**The data**
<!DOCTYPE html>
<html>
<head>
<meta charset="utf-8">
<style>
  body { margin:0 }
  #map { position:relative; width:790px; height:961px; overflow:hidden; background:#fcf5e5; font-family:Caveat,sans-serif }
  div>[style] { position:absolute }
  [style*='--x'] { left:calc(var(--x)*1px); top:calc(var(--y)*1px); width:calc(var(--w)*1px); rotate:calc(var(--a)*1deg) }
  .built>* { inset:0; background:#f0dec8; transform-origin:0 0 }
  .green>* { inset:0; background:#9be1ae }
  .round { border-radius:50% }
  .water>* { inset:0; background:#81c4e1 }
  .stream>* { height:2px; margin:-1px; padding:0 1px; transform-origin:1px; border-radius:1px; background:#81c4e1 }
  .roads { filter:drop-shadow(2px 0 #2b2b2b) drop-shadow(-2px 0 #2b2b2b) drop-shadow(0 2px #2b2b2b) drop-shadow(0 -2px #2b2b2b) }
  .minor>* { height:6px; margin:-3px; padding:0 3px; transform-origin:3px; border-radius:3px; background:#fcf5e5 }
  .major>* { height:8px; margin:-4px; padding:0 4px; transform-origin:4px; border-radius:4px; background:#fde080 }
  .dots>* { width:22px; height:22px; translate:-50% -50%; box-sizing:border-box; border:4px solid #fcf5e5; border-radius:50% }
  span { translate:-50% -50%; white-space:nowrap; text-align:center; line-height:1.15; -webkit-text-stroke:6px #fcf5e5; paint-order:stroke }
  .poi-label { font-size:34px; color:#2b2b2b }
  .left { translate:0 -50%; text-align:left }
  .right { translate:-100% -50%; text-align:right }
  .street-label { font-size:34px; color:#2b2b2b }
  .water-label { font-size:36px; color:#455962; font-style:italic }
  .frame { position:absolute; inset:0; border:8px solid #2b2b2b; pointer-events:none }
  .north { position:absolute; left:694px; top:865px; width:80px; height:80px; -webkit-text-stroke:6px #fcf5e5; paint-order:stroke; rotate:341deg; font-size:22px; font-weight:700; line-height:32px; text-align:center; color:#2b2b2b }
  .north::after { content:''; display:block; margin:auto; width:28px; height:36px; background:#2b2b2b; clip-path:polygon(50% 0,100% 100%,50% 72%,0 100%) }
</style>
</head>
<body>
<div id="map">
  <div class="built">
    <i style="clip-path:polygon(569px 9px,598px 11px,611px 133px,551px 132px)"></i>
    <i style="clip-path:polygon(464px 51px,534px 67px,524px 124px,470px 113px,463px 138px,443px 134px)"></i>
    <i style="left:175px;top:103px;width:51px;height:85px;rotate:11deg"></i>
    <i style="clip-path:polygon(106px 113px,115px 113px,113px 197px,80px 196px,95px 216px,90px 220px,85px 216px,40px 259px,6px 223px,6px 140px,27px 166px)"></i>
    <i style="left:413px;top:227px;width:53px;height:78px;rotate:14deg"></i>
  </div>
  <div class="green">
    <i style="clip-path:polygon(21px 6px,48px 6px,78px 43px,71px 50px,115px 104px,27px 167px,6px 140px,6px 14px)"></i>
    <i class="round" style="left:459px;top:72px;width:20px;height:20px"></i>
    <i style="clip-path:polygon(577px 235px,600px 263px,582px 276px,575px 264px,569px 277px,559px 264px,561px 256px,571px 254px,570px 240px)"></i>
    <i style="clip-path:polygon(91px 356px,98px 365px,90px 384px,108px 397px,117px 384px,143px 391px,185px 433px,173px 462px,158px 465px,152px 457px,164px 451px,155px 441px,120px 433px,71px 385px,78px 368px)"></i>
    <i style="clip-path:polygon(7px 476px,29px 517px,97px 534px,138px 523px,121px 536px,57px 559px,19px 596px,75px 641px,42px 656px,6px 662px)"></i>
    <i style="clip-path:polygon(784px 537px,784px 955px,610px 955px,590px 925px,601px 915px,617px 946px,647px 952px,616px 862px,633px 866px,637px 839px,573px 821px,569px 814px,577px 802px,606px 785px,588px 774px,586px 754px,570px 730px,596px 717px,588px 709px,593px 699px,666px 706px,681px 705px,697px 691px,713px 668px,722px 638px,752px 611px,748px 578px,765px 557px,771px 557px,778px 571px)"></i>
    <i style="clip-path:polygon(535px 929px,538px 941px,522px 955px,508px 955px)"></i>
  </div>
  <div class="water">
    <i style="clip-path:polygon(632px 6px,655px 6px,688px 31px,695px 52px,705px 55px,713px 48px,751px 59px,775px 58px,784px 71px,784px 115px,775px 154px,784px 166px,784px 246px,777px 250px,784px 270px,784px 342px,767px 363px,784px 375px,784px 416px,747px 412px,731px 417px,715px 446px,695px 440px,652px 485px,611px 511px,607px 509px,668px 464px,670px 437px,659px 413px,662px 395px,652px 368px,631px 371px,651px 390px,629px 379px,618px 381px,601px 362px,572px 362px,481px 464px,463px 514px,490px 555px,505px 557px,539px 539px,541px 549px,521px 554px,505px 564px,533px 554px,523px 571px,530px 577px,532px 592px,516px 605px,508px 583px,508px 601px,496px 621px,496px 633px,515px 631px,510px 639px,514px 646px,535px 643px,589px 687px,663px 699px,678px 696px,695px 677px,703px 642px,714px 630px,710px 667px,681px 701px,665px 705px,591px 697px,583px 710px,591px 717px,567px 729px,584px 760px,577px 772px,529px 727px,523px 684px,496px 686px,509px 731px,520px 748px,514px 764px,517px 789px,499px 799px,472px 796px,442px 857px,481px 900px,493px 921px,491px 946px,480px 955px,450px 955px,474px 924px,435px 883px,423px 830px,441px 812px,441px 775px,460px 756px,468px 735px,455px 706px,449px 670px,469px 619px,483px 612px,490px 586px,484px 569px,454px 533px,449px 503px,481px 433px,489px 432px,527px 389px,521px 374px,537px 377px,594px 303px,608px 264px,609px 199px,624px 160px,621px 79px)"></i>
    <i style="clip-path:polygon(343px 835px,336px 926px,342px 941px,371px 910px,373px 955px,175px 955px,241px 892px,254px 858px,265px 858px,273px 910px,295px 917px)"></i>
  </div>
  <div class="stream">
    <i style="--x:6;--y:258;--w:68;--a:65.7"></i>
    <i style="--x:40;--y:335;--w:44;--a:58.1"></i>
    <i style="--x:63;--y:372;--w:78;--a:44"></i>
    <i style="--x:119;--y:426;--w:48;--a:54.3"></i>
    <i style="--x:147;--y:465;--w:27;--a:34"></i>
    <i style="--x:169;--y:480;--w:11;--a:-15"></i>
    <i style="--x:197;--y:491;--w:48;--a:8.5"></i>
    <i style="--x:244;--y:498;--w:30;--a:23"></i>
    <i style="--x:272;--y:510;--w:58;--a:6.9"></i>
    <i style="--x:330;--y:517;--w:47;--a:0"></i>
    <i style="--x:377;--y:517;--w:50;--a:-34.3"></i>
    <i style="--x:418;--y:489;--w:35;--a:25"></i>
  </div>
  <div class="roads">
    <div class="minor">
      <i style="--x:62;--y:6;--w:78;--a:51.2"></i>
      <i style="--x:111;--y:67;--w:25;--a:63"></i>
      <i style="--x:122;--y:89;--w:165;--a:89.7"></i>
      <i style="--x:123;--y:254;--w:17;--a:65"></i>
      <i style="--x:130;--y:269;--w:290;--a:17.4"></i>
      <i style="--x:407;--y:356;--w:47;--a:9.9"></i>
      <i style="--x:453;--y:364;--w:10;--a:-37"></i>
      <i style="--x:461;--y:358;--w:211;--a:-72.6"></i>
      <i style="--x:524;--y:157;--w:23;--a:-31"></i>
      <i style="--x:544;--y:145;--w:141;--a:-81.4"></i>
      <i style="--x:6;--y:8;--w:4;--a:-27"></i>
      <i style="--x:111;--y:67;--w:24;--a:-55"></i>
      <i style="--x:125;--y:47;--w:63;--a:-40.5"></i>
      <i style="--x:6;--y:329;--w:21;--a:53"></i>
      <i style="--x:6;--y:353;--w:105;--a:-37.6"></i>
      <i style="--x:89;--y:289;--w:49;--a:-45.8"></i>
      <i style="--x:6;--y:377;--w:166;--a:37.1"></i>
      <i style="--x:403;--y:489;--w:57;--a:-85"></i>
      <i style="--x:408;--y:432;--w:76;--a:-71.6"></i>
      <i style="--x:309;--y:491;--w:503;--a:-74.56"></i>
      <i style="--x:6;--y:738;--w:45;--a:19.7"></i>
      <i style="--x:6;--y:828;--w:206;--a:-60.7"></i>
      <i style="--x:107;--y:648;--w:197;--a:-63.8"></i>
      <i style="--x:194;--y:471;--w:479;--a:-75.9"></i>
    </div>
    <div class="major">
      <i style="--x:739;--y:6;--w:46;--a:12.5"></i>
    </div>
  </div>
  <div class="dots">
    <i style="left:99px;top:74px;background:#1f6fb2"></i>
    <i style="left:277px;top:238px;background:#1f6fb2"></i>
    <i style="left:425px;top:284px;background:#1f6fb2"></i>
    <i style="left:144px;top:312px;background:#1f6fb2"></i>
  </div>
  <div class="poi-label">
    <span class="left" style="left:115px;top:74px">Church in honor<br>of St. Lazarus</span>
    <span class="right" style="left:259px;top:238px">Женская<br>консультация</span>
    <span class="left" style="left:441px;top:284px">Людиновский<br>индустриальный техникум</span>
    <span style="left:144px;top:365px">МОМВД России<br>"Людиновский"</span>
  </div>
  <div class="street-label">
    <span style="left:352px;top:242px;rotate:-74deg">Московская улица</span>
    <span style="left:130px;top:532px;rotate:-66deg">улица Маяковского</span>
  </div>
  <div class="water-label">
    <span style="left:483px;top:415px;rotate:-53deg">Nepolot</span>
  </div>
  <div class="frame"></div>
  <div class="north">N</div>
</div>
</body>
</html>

**Problem to solve**
Return each line of the material above that holds the string "stream".

**Expected answer**
  .stream>* { height:2px; margin:-1px; padding:0 1px; transform-origin:1px; border-radius:1px; background:#81c4e1 }
  <div class="stream">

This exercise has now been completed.